Task description. Would you copy the lines below exactly and omit the images?

--- Dataset content Enclosed Below ---

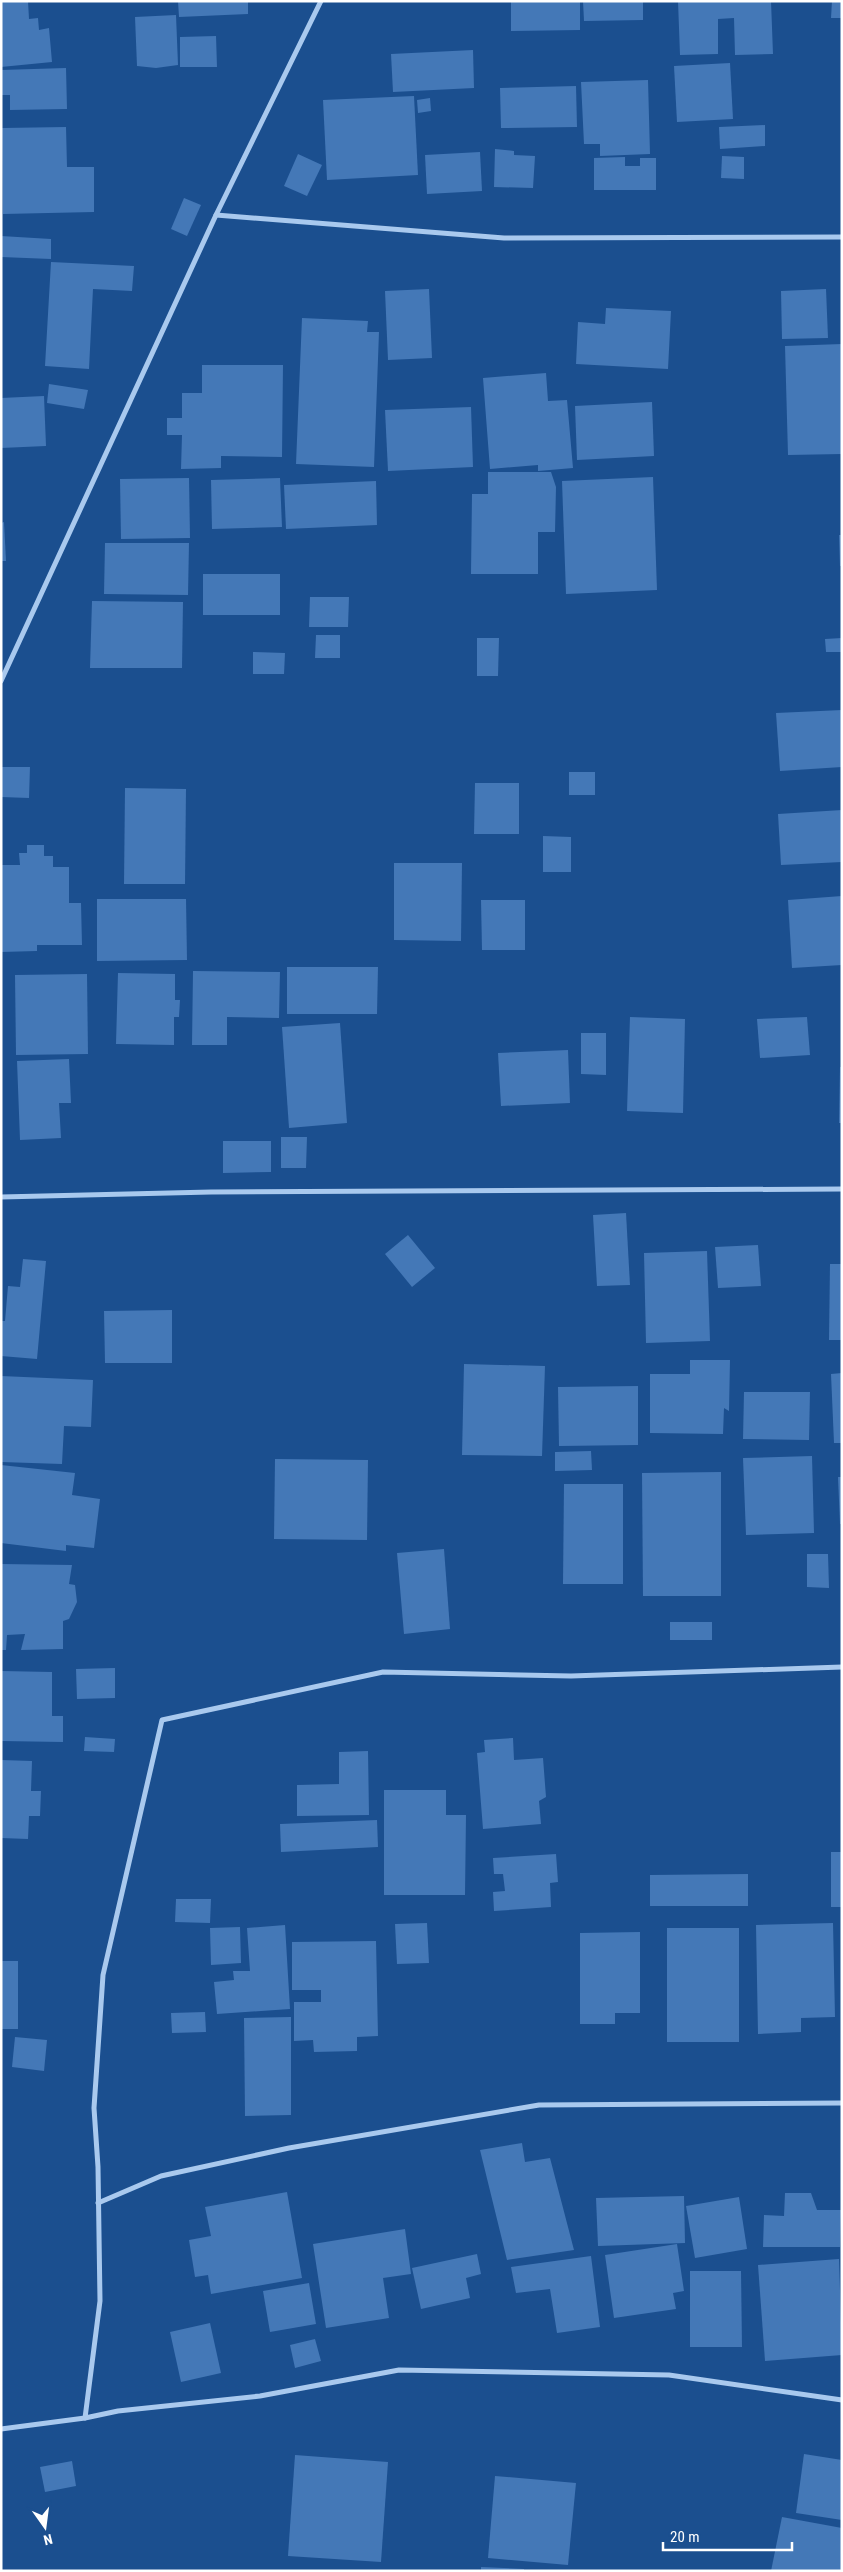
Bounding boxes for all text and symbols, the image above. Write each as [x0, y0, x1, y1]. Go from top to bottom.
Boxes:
north arrow [20, 2502, 70, 2552]
scale bar [663, 2520, 792, 2552]
text: 20 m [670, 2528, 700, 2546]
text: N [42, 2531, 54, 2548]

--- End of Enclosed Dataset content ---

Task answer.
Bounding boxes for all text and symbols, the image above. Write each as [x0, y0, x1, y1]. Go from top to bottom.
Boxes:
north arrow [20, 2502, 70, 2552]
scale bar [663, 2520, 792, 2552]
text: 20 m [670, 2528, 700, 2546]
text: N [42, 2531, 54, 2548]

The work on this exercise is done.